I get quite a bit of Spam from Tiscali ISP users also,

Yvonne


----------



## nickyboy29 (Sep 25, 2006)

I have posted a few help requests on this website, concerning my broadband account, and after 3 phone calls to Tiscali, testing 6 different ADSL filters, arranging a BT engineer to test my wiring, buying a new router, and changing lots of registry and firewall settings, and most recently, reading similair problems from other Tiscali users, I want out of my contract ASAP

I think I have to wait until April for my annual contract to end, but I have read if you download as much as possible at peak times, you will get warning letters about fair usage policy, and eventually be asked to leave

However, because my download speeds are of ISDN performance (I pay for maximum speed in an 8MB area), I don`t see how Tiscali would see this as a problem

Either I do that or find out how much it would cost to pay myself out

Anyone any ideas?

PS I just contacted watchdog about it, and I mentioned this page. Please contact them if you are a disgruntled Tiscali contractee

http://www.bbc.co.uk/consumer/tv_and_radio/watchdog/contact_computers.shtml


----------



## CYMREIG (Dec 1, 2006)

nickyboy29 said:


> but I have read if you download as much as possible at peak times, you will get warning letters about fair usage policy, and eventually be asked to leave


u have read correct
how do i know?
cos they want to get rid of me cos i got pissed off with there completely useless service and knowing that i had over 9 months left in my contract i decided to go and dl all the random crap i could just to piss them off
i have been very politely told
"if you want to swap isp we would be more than happy to let you"
in other words piss off or stop dl so much crap


----------



## Jhendy (Apr 16, 2007)

I've been with this trashy ISP for about three painful years now, It seems that their service just gets worse and worse, and as much as i'd love to just migrate to BT or alike i cannot, due to the importance of my tiscali email address, just out of curiosity, has anyone been able to keep their tiscali email address after cancelling the service? i've heard of this.

And yes, undoubtedly, tiscali is the worst ISP in England, stay well well away.


----------



## dr911 (Sep 21, 2005)

Typing about "the worst ISP's" here in the "States", I would say the worst 2 ISP's are "NetZero" and AOL !!! Net0 I think is strictly dial up. Both "tech supports" suck big time !!

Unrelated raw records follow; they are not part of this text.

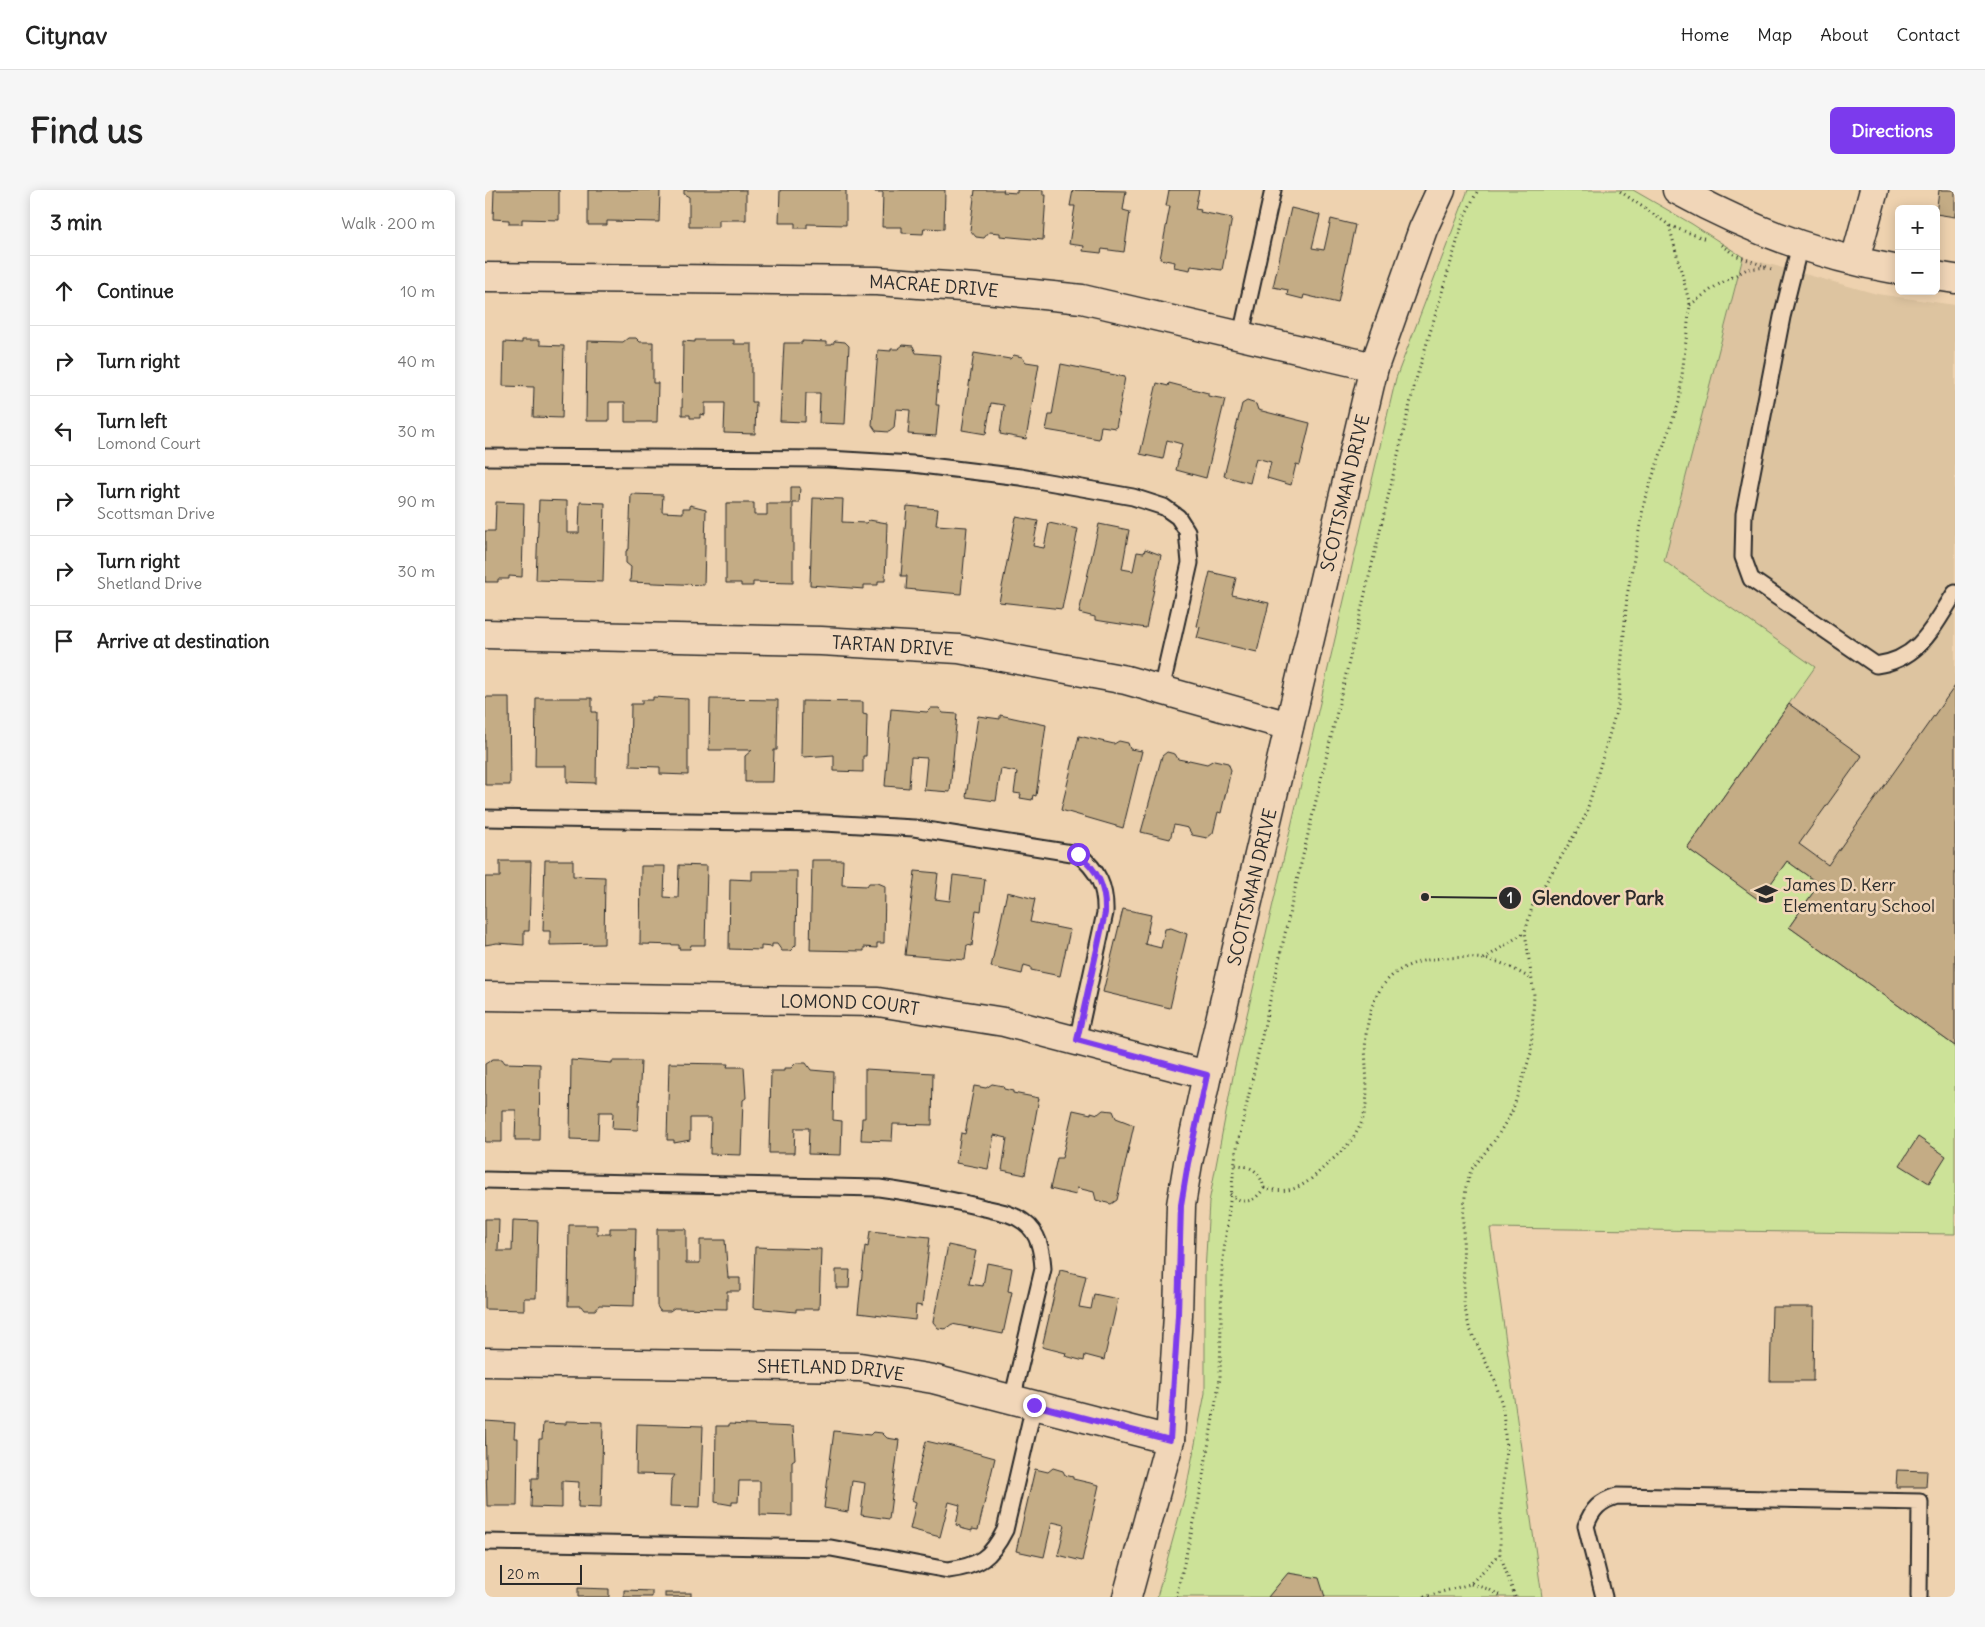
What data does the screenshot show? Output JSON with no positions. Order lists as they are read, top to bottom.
{
  "streets": {
    "street": [
      "MACRAE DRIVE",
      "SCOTTSMAN DRIVE",
      "TARTAN DRIVE",
      "LOMOND COURT",
      "SHETLAND DRIVE"
    ]
  },
  "crossings": [
    ["MACRAE DRIVE", "SCOTTSMAN DRIVE"],
    ["SCOTTSMAN DRIVE", "TARTAN DRIVE"],
    ["SCOTTSMAN DRIVE", "LOMOND COURT"],
    ["SCOTTSMAN DRIVE", "SHETLAND DRIVE"]
  ],
  "places": {
    "school or university": ["James D. Kerr Elementary School"],
    "other": ["Glendover Park"]
  },
  "scale_bar": "20 m",
  "page": {
    "header": "Citynav",
    "nav": [
      "Home",
      "Map",
      "About",
      "Contact"
    ],
    "buttons": "Directions",
    "title": "Find us",
    "heading": ["3 min", "Walk · 200 m"],
    "map_buttons": ["+", "−"],
    "list": [
      ["Continue", "10 m"],
      ["Turn right", "40 m"],
      ["Turn left", "Lomond Court", "30 m"],
      ["Turn right", "Scottsman Drive", "90 m"],
      ["Turn right", "Shetland Drive", "30 m"],
      "Arrive at destination"
    ],
    "scale": "20 m"
  }
}
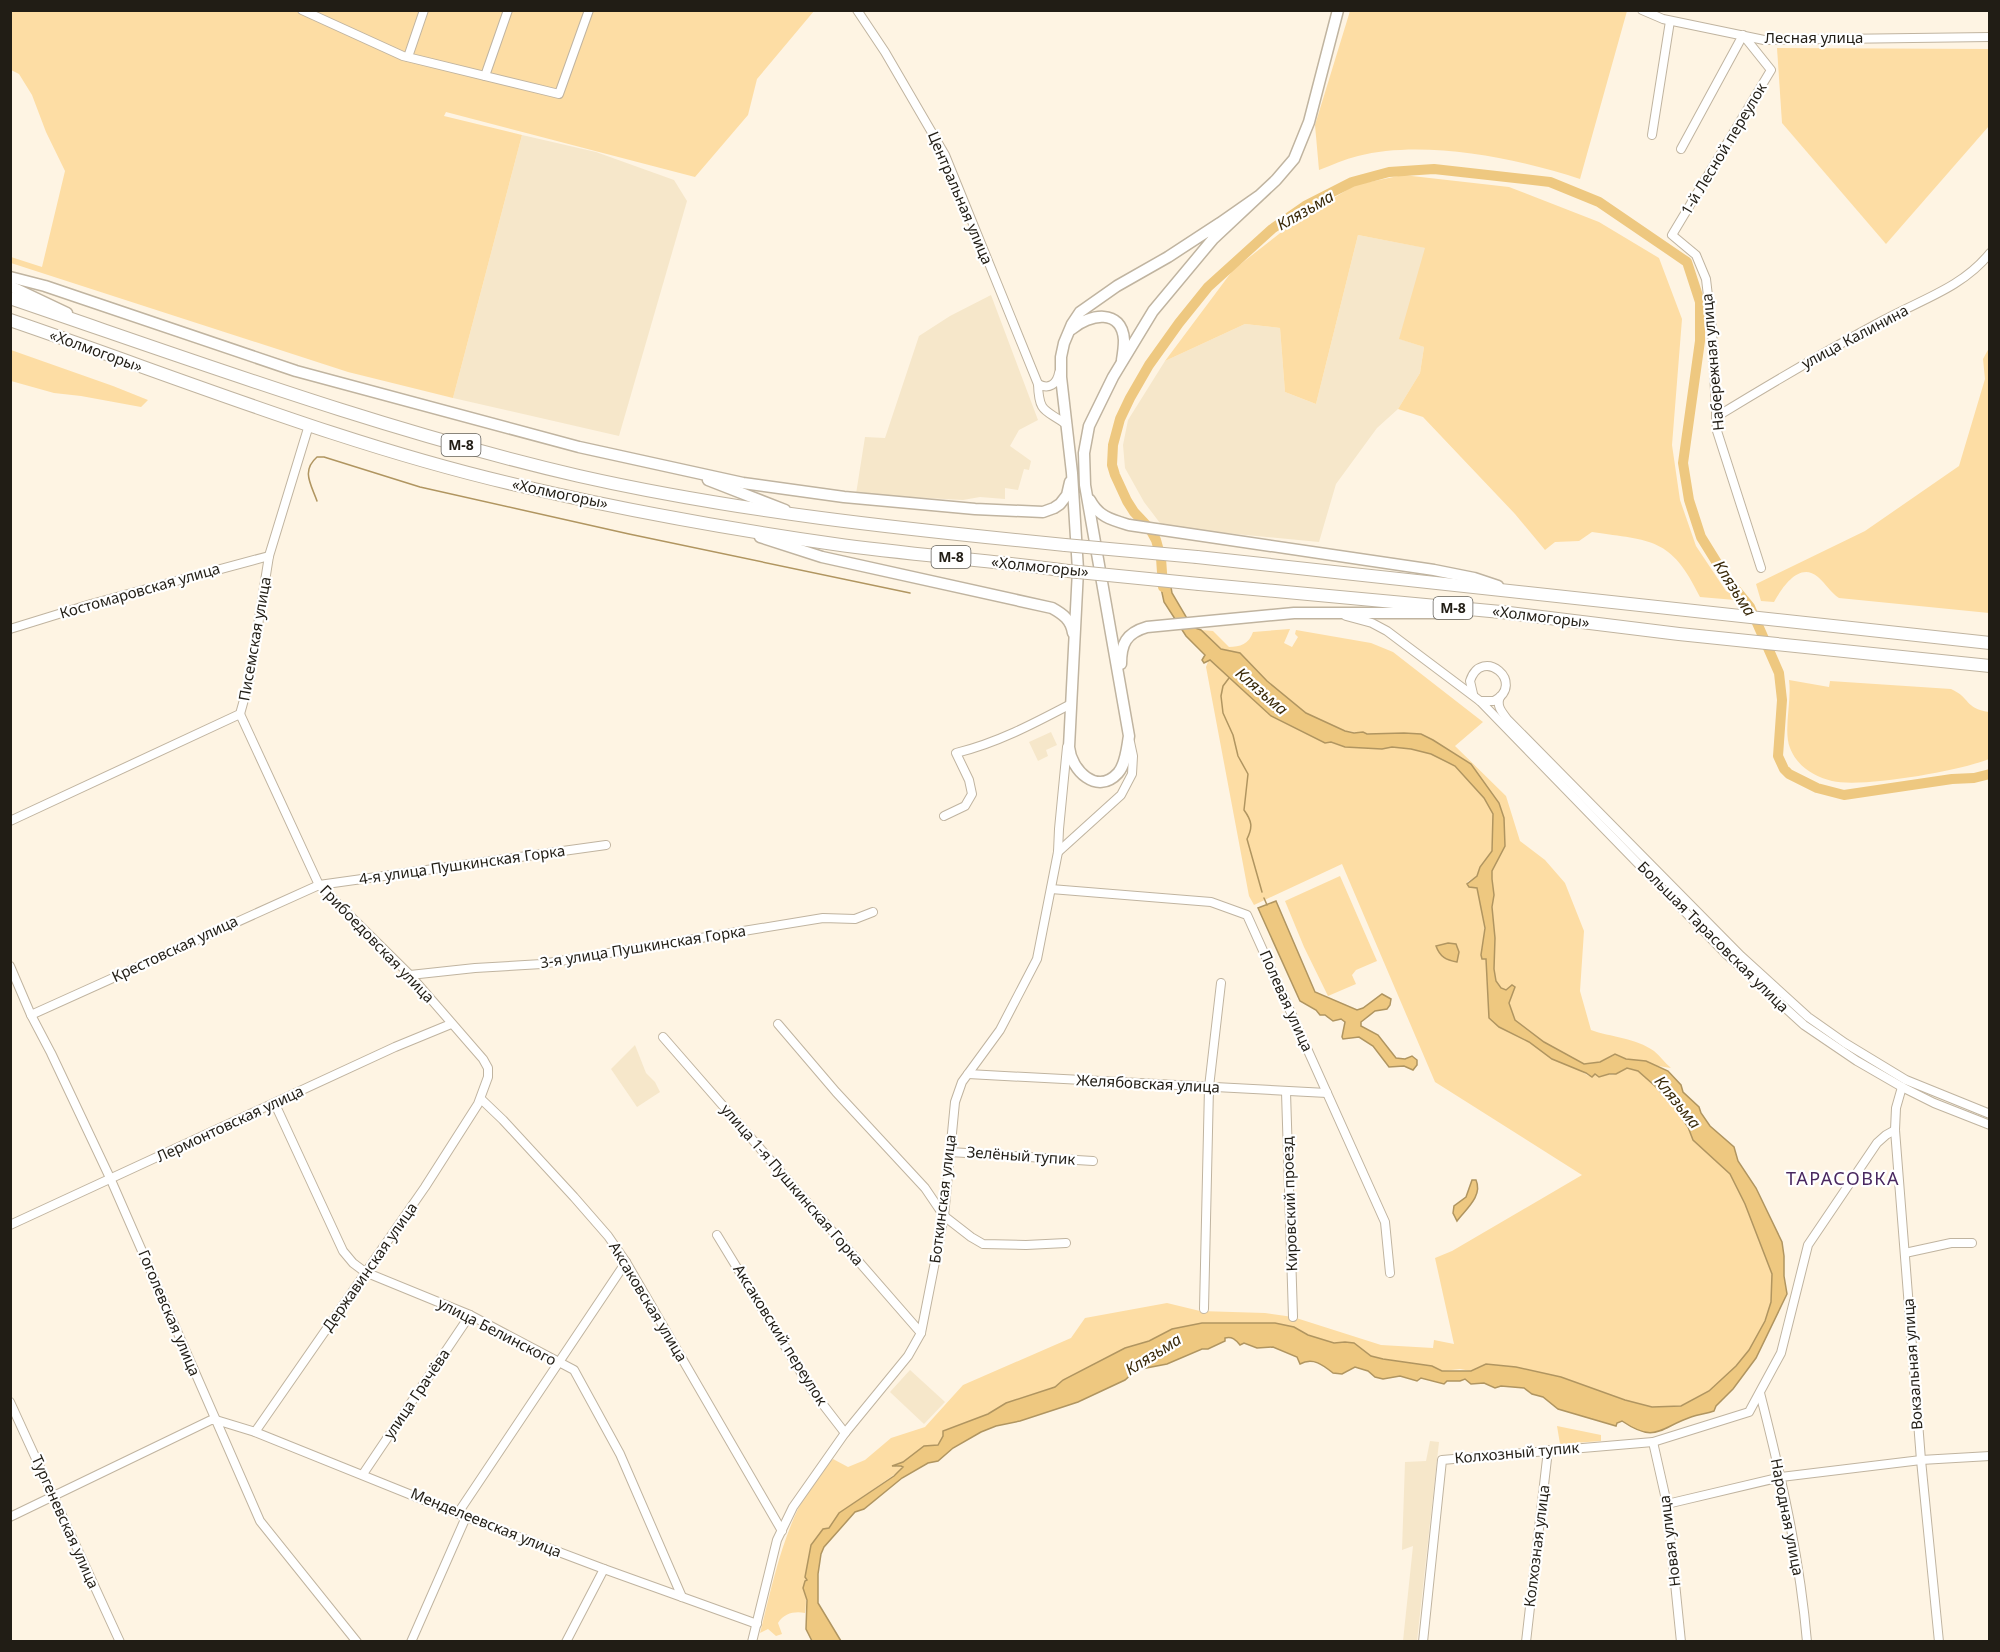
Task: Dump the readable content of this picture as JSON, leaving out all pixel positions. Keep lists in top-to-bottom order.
{
  "streets": {
    "highway": ["«Холмогоры»", "М-8"],
    "street": [
      "Лесная улица",
      "1-й Лесной переулок",
      "Центральная улица",
      "улица Калинина",
      "Набережная улица",
      "Костомаровская улица",
      "Писемская улица",
      "4-я улица Пушкинская Горка",
      "Большая Тарасовская улица",
      "Грибоедовская улица",
      "3-я улица Пушкинская Горка",
      "Крестовская улица",
      "Полевая улица",
      "Желябовская улица",
      "Лермонтовская улица",
      "Зелёный тупик",
      "улица 1-я Пушкинская Горка",
      "Боткинская улица",
      "Кировский проезд",
      "Державинская улица",
      "Аксаковская улица",
      "Гоголевская улица",
      "улица Белинского",
      "Аксаковский переулок",
      "Вокзальная улица",
      "улица Грачёва",
      "Колхозный тупик",
      "Народная улица",
      "Тургеневская улица",
      "Менделеевская улица",
      "Новая улица",
      "Колхозная улица"
    ]
  },
  "crossings": [
    ["Лесная улица", "1-й Лесной переулок"],
    ["1-й Лесной переулок", "Набережная улица"],
    ["улица Калинина", "Набережная улица"],
    ["«Холмогоры»", "Писемская улица"],
    ["Костомаровская улица", "Писемская улица"],
    ["Писемская улица", "Грибоедовская улица"],
    ["4-я улица Пушкинская Горка", "Грибоедовская улица"],
    ["4-я улица Пушкинская Горка", "Крестовская улица"],
    ["Большая Тарасовская улица", "Вокзальная улица"],
    ["Грибоедовская улица", "3-я улица Пушкинская Горка"],
    ["Грибоедовская улица", "Крестовская улица"],
    ["Грибоедовская улица", "Лермонтовская улица"],
    ["Грибоедовская улица", "Державинская улица"],
    ["Грибоедовская улица", "Аксаковская улица"],
    ["Крестовская улица", "Гоголевская улица"],
    ["Полевая улица", "Желябовская улица"],
    ["Полевая улица", "Боткинская улица"],
    ["Желябовская улица", "Боткинская улица"],
    ["Желябовская улица", "Кировский проезд"],
    ["Лермонтовская улица", "Гоголевская улица"],
    ["Лермонтовская улица", "улица Белинского"],
    ["Зелёный тупик", "Боткинская улица"],
    ["улица 1-я Пушкинская Горка", "Боткинская улица"],
    ["Боткинская улица", "Аксаковская улица"],
    ["Боткинская улица", "Аксаковский переулок"],
    ["Боткинская улица", "Менделеевская улица"],
    ["Державинская улица", "Аксаковская улица"],
    ["Державинская улица", "улица Белинского"],
    ["Державинская улица", "Менделеевская улица"],
    ["Гоголевская улица", "Менделеевская улица"],
    ["улица Белинского", "улица Грачёва"],
    ["улица Белинского", "Менделеевская улица"],
    ["Вокзальная улица", "Колхозный тупик"],
    ["улица Грачёва", "Менделеевская улица"],
    ["Колхозный тупик", "Народная улица"],
    ["Колхозный тупик", "Новая улица"],
    ["Колхозный тупик", "Колхозная улица"]
  ],
  "districts": ["ТАРАСОВКА"],
  "water": ["Клязьма"]
}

Just my 3 cents worth. (Use to be 2 cents, but with inflation !!! )


----------



## Jhendy (Apr 16, 2007)

If a service says that it's dialup compatible only they hey, just don't go for them.
But tiscali boasts over their low prices and their lightning-fast connection speeds, my reason for saying that Tiscali is the worst ISP in exsitance is due to the fact that they say they can offer you far more than they will.


----------



## aljujo (Mar 26, 2007)

I had a simular bad experience with this outfit! The call centre in India would not let my family use the service even though we had paid up front. The guy said that we had been sending out abusive emails!! When I requested to talk to someone about this problem this guy said that the department dealing with this did not speak to customers. I asked how many emails had been sent from my computer and he said it ran into the thousands!!! I said it would seem that my email address had been hijacked? He said that there was nothing that can be done, and that Tiscali is now expecting the next 6 month payment! I told him to take us to court for the money and guess what? I never heard another word from them.


----------



## jsni (Sep 3, 2007)

I cancelled my account with Tiscali on the 1 February 2007 due to move of address.

...It is now the 3rd of September 2007 and they are STILL billing me, AND, the account is still active.. 7 months and 2 days onwards.

How on earth does a broadband service take this long to cancel a customer's account? I've called Tiscali 9 times already repeatedly instructing them to cancel my account. They have not yet done so. Why??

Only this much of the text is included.